Sophie a décidé de tirer un trait sur le passé et de vivre pour le bonheur de sa fille.


La maison à côté de la rivière


Sophie savourait le plaisir d’être dans sa nouvelle maison. Une page était tournée, elle avait décidé d’un nouveau départ.


Sa maison !


Assise sur la terrasse, un verre de chablis à la main, admirant les allées bien nettes de son jardin, elle pouvait enfin se sentir chez elle après toutes les épreuves qu’elle avait vécues.

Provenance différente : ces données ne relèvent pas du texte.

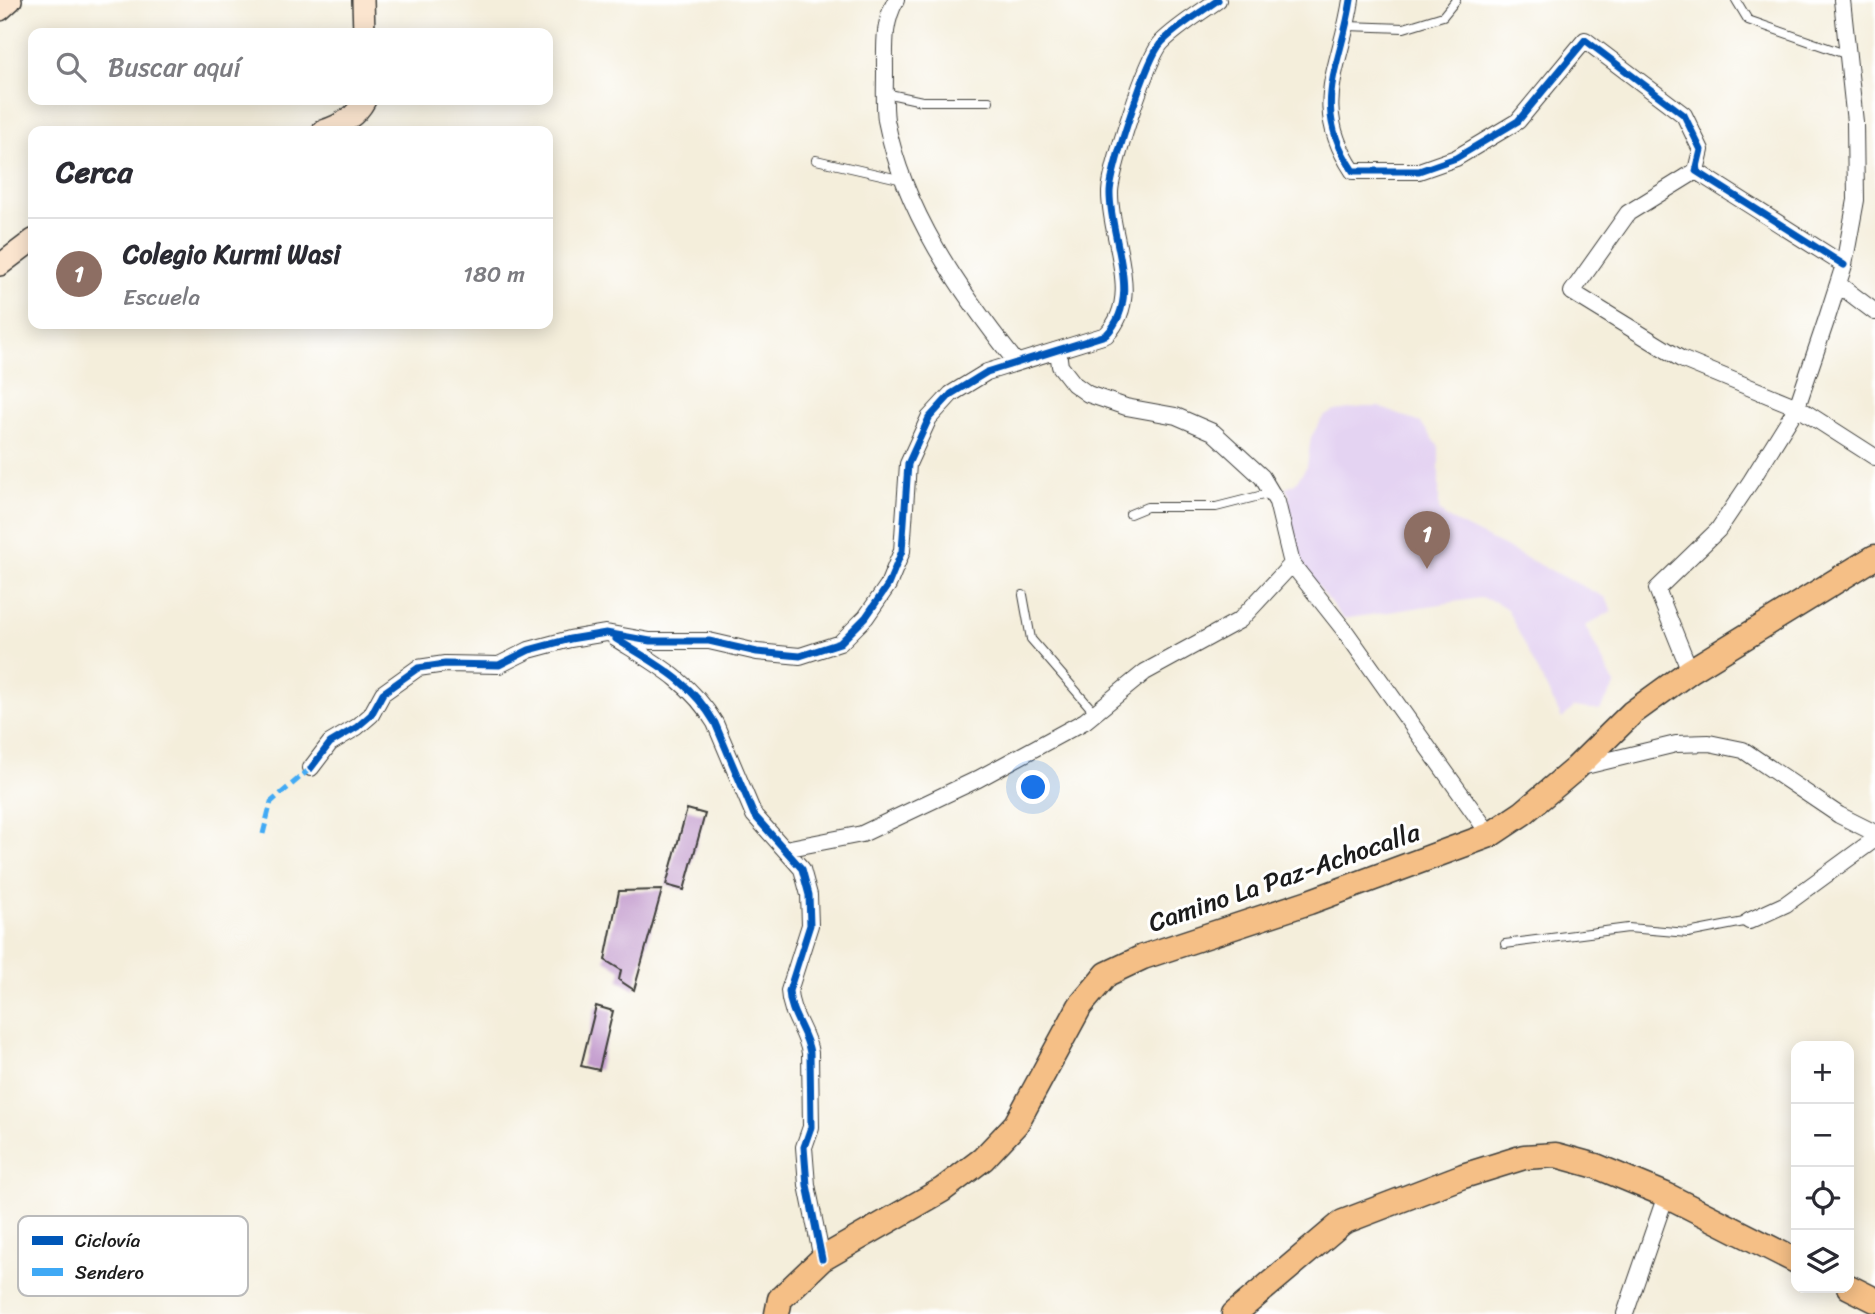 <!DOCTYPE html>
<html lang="es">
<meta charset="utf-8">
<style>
:root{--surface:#fff;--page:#f2f2f3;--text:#2b2b33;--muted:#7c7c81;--line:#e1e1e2;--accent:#d93025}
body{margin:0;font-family:Sriracha,sans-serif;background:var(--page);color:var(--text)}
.controls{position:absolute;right:21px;bottom:21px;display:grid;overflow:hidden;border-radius:14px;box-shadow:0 4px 18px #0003}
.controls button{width:63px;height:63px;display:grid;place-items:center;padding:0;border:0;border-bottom:2px solid var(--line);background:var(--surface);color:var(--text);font:35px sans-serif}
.you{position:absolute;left:1034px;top:788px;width:24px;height:24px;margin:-18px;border:5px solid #fff;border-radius:50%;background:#1a73e8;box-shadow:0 0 0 10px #1a73e833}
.badge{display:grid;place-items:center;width:46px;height:46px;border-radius:50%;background:var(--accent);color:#fff;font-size:23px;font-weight:700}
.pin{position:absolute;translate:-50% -58px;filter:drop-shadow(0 2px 4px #0008)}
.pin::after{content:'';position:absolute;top:37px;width:24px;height:21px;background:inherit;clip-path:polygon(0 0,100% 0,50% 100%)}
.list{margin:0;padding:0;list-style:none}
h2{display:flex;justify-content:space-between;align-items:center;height:91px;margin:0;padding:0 28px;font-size:30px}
h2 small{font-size:23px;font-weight:400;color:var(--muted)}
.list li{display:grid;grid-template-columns:46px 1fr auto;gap:21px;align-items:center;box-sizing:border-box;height:112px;padding:0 28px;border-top:2px solid var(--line)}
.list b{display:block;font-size:26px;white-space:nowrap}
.list p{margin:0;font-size:23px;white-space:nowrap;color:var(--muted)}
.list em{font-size:23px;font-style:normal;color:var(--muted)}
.icon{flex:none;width:38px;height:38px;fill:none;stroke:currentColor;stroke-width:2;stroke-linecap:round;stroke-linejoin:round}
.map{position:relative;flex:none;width:1875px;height:1314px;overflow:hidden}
.search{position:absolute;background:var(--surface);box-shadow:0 4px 18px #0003;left:28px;top:28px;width:525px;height:77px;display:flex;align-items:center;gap:18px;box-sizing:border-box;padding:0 24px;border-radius:14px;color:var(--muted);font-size:26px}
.panel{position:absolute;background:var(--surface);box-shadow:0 4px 18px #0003;left:28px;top:126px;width:525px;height:203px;border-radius:14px}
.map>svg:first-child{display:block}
.built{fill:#e4d3f2}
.building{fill:#c59fcf}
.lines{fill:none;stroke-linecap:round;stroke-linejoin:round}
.lane-casing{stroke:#3c3c39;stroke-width:10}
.street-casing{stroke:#3c3c39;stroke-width:18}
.secondary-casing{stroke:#3c3c39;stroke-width:24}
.primary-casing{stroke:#3c3c39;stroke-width:27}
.lane{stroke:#fff;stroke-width:8}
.street{stroke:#fff;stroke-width:16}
.secondary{stroke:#fbe5cf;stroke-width:21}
.primary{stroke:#f5bf86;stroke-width:24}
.quiet{stroke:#3fa9f5;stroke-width:5;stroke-dasharray:10 5;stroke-linecap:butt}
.cycleway-casing{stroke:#fff;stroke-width:11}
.cycleway{stroke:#0057b8;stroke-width:7}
.labels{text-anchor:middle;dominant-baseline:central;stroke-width:6;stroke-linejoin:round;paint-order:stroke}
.street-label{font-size:26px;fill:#1c1c1c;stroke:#fff}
.key{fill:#fff;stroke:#bbb;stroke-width:2}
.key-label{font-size:19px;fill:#1c1c1c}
</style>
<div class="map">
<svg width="1875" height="1314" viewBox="0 0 1875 1314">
<rect width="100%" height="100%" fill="#fff"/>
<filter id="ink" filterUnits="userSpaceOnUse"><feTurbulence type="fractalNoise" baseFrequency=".0143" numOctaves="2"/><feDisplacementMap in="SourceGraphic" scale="14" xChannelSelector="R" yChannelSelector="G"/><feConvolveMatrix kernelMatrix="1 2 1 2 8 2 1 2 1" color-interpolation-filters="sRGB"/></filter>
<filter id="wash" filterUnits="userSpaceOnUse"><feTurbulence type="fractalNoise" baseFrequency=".00686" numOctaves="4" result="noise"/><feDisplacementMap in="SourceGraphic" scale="28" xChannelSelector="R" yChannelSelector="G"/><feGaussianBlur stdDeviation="1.57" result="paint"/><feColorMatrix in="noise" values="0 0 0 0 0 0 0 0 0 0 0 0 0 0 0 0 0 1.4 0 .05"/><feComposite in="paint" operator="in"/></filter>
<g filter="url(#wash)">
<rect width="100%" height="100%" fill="#f4eedb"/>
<path class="built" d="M1364,407H1379L1421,423L1439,447V509L1445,517L1606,598L1612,611L1585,626L1615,685L1600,710L1574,707L1562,719L1507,609L1496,602L1480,598L1343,619L1299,561L1283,504L1290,496L1285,488L1295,483L1307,467L1311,437L1323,417L1335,411Z"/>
<g id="blocks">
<path class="building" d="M687,809L705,814L684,890L666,885Z
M662,890L634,990L619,980L621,970L605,960L619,891Z
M596,1006L613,1011L599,1070L581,1066Z"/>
</g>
</g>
<g filter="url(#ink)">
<use href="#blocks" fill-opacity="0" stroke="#3c3c39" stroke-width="2"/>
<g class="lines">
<g class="lane-casing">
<path id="lane" d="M1736,0L1748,20L1848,55
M1347,26L1404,28L1443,16L1456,0
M885,93L922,101H989
M816,160L903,180
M1130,514L1147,507H1216L1267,494L1273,497
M1023,595L1031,639L1095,713
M1505,944L1628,928L1688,933L1749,921"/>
</g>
<g class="street-casing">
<path id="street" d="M896,0C883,23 885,46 885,72C885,88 884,105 886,120C904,212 959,290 1016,362
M1351,0C1341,68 1309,105 1353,171H1419L1456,158L1518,121L1585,40L1684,115L1701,150L1696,171L1844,265
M1696,171L1628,213L1572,292L1681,359L1797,407L1875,457
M1838,284L1875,312
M1058,351L1060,366L1074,384L1088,394L1126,407L1176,416L1213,432L1262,477L1277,502L1292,564L1345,631L1490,835
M615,638C655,663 690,681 715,723L754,815L802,869L809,895L810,925L789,991C790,1015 807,1031 810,1053L811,1127L804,1147L807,1185L822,1259
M1690,671L1657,589L1718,530L1751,481L1797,407L1826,321L1844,265L1856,200L1855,122L1842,0
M311,768L330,743L357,727L371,715L383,693L418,668L445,664L499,665L529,650L570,639L606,633L650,641H709L757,652L800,656L840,643L866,617L888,585L902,551L908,464L929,418L951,394L987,372L1106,335C1144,297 1109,238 1110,192C1111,169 1147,57 1162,42C1178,26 1200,13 1218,0
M1577,768L1676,744L1709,743L1743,750L1839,815L1875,833
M785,849L862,834L978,779L1085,721L1145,672L1240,620L1292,564
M1749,921L1786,904L1875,839
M1625,1314L1666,1195"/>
</g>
<g class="secondary-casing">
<path id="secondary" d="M363,0L364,33
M0,10L11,0
M323,131C341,125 356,117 365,100
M0,265L33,240"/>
</g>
<g class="primary-casing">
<path id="primary" d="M1849,1287L1875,1300
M777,1314L780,1299L822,1259L942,1190L983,1159L1016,1124L1080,1006L1107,974L1143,957L1309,902L1490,835L1523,813L1575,769L1632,713L1690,671L1875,557
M1234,1314L1343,1222L1463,1176L1524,1157L1556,1155L1596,1166L1666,1195L1796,1261"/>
</g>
<use href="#lane" class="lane"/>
<use href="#street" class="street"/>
<use href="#secondary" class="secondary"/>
<use href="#primary" class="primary"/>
<path class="quiet" d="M263,834L271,802L311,768"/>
<g class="cycleway-casing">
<path id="cycleway" d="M1351,0C1341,68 1309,105 1353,171H1419L1456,158L1518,121L1585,40L1684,115L1701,150L1696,171L1844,265
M616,639C656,664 690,680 715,723L754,815L802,869L809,895L810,925L789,991C790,1015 807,1031 810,1053L811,1127L804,1147L807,1185L822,1259
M311,768L330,743L357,727L371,715L383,693L418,668L445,664L499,665L529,650L570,639L606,633L650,641H709L757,652L800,656L840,643L866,617L888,585L902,551L908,464L929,418L951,394L987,372L1106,335C1144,297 1109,238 1110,192C1111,169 1147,57 1162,42C1178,26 1200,13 1218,0"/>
</g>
<use href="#cycleway" class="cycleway"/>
</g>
</g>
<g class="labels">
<g class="street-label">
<text transform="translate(1284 877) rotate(-19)">Camino La Paz-Achocalla</text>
</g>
</g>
<rect x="18" y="1216" width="230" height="80" rx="10" class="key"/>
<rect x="32" y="1236" width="31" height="9" fill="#0057b8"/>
<rect x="32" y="1268" width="31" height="8" fill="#3fa9f5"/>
<g class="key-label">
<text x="75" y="1247">Ciclovía</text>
<text x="75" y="1279">Sendero</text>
</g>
</svg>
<div class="controls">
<button>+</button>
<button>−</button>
<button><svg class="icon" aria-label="locate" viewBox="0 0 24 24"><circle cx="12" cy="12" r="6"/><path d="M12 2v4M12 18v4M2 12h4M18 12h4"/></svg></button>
<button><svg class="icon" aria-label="layers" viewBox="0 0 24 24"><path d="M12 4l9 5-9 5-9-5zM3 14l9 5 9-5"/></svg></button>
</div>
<div class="you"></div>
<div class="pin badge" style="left:1427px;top:569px;background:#8d6e63">1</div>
<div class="search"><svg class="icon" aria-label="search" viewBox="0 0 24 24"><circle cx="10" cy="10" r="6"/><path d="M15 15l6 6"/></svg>Buscar aquí</div>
<section class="panel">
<h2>Cerca<small></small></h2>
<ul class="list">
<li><span class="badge" style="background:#8d6e63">1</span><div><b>Colegio Kurmi Wasi</b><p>Escuela</p></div><em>180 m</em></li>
</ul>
</section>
</div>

Trente ans, brune, l’air décidé, elle avait un air frêle de jeune fille trop tôt confrontée à la vie. Pour la première fois depuis longtemps quand elle était seule, ses yeux n’étaient pas illuminés de larmes, elle se sentait bien. Depuis la disparition de Jean, seule sa fille avait pu l’empêcher de sombrer. Trois ans déjà, et du haut de ses six ans, Anne-Marie était toujours sa seule bouée. Elle était couchée maintenant ; fatiguée de l’excitation de la journée. Elle n’avait pas cessé de s’agiter, essayant, dans un tourbillon, d’aider sa mère, de participer à leur installation, explorant toutes les pièces, courant dans le jardin, faisant mine de se diriger vers la rivière. Ses rires résonnaient encore dans les larges couloirs et les pièces encore vides.


Jean avait disparu lors d’une expédition au Guatemala. Archéologue, il avait entrepris la fouille d’un temple découvert à côté de Tikal malgré les mises en garde des autorités ; l’attrait de la découverte était trop grand. Un passage avait été découvert menant certainement à des chambres souterraines, il fallait l’explorer.


Dans le dernier message qu’elle avait reçu de lui, il lui décrivait une incroyable statuette d’obsidienne très finement sculptée, alors que ce verre volcanique est connu pour son extrême dureté. Il ne s’expliquait pas comment les bâtisseurs de ce tombeau y étaient arrivés avec les outils rudimentaires dont ils disposaient. Les indigènes qui l’aidaient en avaient peur, et tout en en riant, il devait avouer que la face noire du dieu, aux yeux exorbités, au rictus menaçant, l’impressionnait lui-même plus qu’il ne l’aurait voulu.


Une semaine plus tard, l’équipe de ravitaillement découvrit le campement vide. Seule la statuette restait, posée au milieu de la tente de Jean, sur un piédestal de pierre.


Personne ne reçut de demande de rançon, le corps de Jean ne fut jamais retrouvé. Disparu, il laissait dans l’angoisse, et dans l’espoir toujours renouvelé mais vain, son épouse et sa fille.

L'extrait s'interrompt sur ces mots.